▸ YOUR OBJECTIVE: Show all lines below holding the string "service".

▸ DATA FOR THIS EXERCISE:
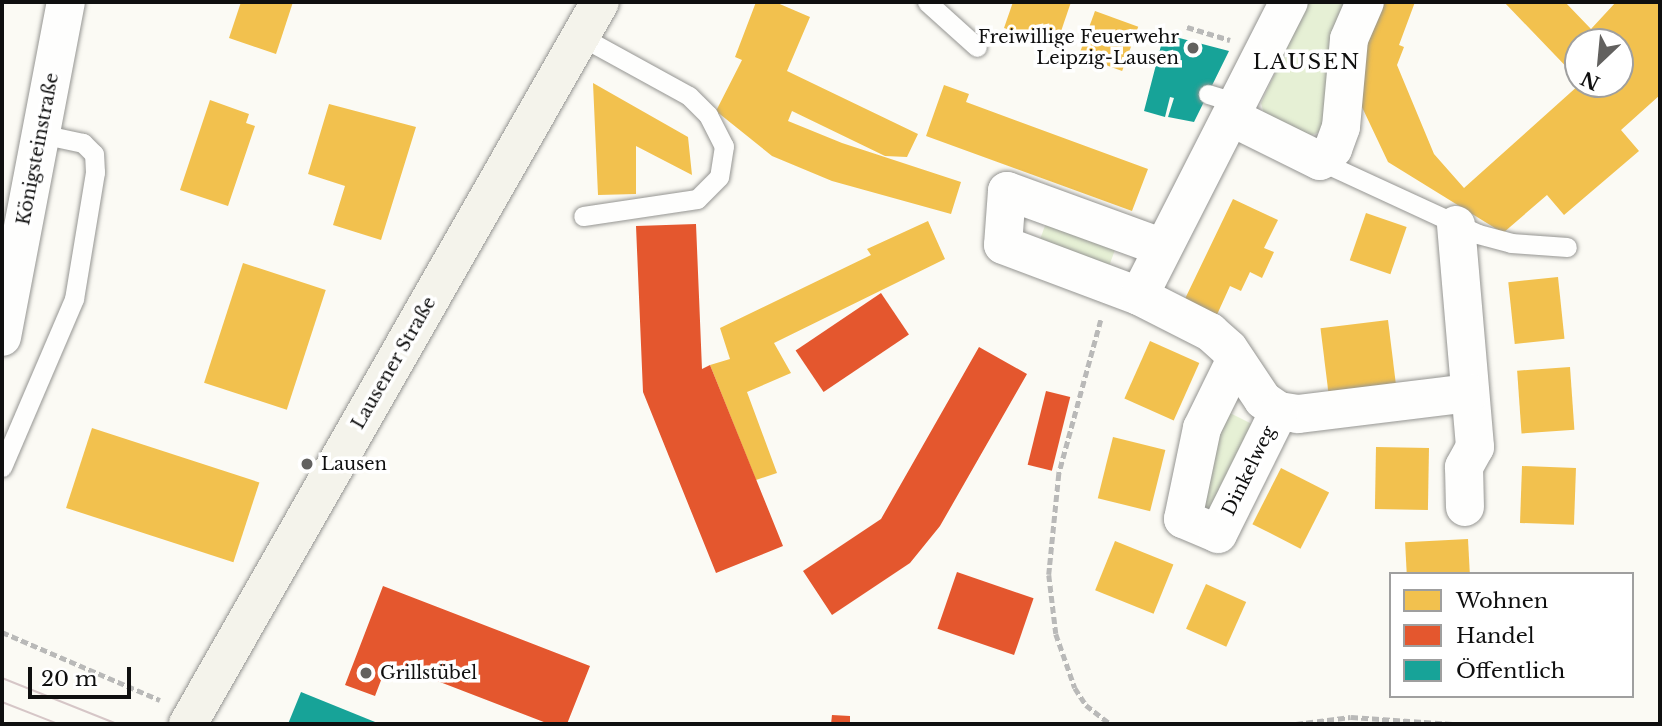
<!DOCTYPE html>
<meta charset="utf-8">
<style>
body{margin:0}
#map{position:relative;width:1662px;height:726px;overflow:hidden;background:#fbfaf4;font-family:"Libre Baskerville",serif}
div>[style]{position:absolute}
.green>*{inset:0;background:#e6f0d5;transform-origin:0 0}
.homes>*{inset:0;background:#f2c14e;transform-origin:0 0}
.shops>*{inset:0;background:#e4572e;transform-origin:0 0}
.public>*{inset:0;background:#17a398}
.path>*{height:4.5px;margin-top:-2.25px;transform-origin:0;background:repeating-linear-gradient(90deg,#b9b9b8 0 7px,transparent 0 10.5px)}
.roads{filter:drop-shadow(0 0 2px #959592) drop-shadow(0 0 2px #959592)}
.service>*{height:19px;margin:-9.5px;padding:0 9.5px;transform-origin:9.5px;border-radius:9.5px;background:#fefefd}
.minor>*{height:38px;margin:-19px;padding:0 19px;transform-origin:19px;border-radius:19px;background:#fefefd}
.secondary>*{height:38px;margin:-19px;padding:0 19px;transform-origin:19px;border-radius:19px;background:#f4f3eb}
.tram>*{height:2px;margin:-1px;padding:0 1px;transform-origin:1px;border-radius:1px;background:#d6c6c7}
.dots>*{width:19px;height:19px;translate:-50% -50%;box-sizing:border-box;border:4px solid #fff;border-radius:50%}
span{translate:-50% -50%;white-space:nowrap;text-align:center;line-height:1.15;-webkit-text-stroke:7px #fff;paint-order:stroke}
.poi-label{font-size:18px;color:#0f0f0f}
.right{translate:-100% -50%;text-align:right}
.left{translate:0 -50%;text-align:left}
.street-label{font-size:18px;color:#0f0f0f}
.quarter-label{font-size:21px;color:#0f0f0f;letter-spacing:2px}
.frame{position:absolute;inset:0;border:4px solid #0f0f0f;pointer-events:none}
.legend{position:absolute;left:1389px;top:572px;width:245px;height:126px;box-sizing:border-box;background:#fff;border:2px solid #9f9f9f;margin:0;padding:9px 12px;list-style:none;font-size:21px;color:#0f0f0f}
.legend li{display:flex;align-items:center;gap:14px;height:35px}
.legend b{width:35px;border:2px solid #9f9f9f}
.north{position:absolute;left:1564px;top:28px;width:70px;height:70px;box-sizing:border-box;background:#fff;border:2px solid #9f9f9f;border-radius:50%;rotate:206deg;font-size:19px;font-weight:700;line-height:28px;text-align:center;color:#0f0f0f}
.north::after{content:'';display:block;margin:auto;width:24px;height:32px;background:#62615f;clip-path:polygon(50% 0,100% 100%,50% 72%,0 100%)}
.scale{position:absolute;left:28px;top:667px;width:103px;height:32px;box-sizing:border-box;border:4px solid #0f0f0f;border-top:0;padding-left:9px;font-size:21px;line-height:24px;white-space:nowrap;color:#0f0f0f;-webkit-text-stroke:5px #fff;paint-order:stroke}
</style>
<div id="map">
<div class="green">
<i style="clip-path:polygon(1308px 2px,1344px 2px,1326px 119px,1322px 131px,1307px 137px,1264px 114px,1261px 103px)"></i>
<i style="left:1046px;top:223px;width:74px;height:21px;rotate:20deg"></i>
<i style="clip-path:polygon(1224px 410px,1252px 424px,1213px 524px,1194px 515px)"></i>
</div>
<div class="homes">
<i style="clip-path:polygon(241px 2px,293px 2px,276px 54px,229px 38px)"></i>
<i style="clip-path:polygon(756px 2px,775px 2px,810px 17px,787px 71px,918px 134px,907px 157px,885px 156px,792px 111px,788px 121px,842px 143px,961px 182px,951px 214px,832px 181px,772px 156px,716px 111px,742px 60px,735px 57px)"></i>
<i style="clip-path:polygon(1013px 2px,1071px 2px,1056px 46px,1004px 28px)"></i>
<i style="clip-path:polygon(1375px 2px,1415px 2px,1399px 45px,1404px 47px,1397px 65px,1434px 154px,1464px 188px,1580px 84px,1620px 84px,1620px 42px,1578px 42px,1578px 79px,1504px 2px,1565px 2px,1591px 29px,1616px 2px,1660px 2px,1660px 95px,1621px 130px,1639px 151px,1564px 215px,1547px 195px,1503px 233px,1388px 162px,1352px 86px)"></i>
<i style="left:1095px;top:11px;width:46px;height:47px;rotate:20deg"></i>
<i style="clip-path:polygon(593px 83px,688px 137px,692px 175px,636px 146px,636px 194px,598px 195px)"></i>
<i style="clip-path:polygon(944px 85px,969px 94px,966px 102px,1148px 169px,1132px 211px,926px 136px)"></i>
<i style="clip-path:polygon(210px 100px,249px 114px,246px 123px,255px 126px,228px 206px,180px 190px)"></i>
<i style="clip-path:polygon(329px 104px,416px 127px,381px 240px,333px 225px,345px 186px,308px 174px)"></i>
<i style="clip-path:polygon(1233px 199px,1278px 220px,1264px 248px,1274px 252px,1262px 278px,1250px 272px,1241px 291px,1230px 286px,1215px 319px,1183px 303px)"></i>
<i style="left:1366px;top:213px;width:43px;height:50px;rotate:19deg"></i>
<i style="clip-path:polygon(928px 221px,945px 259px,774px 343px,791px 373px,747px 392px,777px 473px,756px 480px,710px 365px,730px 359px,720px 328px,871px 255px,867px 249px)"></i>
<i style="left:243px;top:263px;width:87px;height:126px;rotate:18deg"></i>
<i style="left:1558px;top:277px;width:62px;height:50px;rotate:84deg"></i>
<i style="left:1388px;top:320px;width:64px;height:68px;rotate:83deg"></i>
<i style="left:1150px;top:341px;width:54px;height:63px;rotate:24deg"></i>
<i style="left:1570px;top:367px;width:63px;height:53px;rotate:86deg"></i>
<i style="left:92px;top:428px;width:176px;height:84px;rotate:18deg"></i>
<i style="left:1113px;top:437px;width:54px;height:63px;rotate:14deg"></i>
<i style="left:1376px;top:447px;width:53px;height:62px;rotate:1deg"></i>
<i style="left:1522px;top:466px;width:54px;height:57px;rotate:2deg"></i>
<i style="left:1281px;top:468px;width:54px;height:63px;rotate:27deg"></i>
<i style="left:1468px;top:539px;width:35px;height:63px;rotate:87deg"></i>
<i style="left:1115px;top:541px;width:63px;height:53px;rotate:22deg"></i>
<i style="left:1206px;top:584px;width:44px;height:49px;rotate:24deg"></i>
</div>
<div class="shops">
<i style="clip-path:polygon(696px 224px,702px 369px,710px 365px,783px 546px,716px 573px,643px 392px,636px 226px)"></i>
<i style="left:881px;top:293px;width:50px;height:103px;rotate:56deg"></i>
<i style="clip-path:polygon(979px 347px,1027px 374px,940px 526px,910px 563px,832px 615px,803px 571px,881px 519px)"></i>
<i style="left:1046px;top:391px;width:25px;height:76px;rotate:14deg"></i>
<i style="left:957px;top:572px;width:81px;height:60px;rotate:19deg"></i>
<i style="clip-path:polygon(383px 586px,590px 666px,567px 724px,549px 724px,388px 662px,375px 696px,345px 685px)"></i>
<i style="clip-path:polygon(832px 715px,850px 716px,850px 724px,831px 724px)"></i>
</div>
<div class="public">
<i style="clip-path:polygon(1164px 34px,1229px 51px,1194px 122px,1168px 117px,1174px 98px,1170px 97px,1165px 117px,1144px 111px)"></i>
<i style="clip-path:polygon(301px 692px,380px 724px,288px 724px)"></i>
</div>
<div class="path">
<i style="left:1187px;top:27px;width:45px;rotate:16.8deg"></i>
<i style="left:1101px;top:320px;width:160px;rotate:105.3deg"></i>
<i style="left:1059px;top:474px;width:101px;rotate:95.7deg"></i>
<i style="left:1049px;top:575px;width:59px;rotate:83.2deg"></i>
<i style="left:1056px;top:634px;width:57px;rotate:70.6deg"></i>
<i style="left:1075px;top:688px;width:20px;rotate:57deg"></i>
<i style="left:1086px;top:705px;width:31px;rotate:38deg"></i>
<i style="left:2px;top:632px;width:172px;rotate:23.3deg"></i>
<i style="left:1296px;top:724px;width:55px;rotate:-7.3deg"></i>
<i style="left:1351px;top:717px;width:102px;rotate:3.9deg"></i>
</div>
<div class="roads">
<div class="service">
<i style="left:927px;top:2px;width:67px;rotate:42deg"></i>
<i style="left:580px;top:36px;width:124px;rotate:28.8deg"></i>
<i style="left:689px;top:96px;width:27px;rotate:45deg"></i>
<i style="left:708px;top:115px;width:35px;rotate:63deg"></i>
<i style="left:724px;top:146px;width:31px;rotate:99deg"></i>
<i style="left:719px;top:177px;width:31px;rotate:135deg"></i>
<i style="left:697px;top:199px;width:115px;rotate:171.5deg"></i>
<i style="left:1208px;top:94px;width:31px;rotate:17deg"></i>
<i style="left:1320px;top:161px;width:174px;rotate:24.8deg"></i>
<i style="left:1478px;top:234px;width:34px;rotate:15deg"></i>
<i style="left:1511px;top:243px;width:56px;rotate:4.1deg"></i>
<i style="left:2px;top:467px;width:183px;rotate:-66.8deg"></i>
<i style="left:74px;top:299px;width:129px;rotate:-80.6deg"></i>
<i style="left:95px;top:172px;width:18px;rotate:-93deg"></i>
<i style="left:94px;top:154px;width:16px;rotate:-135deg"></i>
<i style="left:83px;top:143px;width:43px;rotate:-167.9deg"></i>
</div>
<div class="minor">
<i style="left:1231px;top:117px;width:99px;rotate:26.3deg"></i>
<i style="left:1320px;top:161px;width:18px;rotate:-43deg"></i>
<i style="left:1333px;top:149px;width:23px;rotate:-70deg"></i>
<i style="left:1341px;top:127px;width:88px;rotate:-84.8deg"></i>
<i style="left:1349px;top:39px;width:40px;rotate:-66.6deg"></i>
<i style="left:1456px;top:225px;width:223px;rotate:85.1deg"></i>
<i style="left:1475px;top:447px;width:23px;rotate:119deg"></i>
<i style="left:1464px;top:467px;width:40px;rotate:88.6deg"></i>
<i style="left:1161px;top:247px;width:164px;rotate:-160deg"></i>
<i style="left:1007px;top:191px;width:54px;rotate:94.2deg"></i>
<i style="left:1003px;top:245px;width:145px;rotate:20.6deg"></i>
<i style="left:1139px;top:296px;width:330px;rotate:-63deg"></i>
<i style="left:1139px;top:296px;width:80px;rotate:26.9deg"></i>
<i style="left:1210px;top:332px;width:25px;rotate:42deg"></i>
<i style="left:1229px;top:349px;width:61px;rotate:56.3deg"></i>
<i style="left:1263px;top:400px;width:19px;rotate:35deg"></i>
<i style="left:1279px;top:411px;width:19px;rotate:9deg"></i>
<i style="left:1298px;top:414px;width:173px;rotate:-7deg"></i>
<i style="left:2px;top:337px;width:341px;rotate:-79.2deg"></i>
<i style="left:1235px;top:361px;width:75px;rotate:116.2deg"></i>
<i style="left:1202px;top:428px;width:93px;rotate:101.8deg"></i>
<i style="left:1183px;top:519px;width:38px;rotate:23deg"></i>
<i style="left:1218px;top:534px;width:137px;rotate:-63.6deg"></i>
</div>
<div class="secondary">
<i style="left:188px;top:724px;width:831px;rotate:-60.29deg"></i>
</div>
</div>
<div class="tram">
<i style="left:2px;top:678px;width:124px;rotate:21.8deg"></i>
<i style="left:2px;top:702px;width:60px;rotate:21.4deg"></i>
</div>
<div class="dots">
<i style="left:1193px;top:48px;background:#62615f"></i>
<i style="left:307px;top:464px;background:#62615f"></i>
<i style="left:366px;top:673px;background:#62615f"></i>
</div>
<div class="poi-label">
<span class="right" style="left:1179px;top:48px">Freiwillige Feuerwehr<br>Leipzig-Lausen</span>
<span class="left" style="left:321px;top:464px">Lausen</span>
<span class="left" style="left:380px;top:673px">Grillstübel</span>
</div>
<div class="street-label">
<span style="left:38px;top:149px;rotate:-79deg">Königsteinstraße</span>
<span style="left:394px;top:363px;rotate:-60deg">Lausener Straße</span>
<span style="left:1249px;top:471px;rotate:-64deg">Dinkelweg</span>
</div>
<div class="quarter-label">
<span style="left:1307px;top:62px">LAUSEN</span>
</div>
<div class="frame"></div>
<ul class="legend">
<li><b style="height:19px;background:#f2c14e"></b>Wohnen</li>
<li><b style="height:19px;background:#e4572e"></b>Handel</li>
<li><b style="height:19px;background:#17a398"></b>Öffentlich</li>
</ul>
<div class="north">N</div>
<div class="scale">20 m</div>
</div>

▸ EXERCISE ANSWER:
.service>*{height:19px;margin:-9.5px;padding:0 9.5px;transform-origin:9.5px;border-radius:9.5px;background:#fefefd}
<div class="service">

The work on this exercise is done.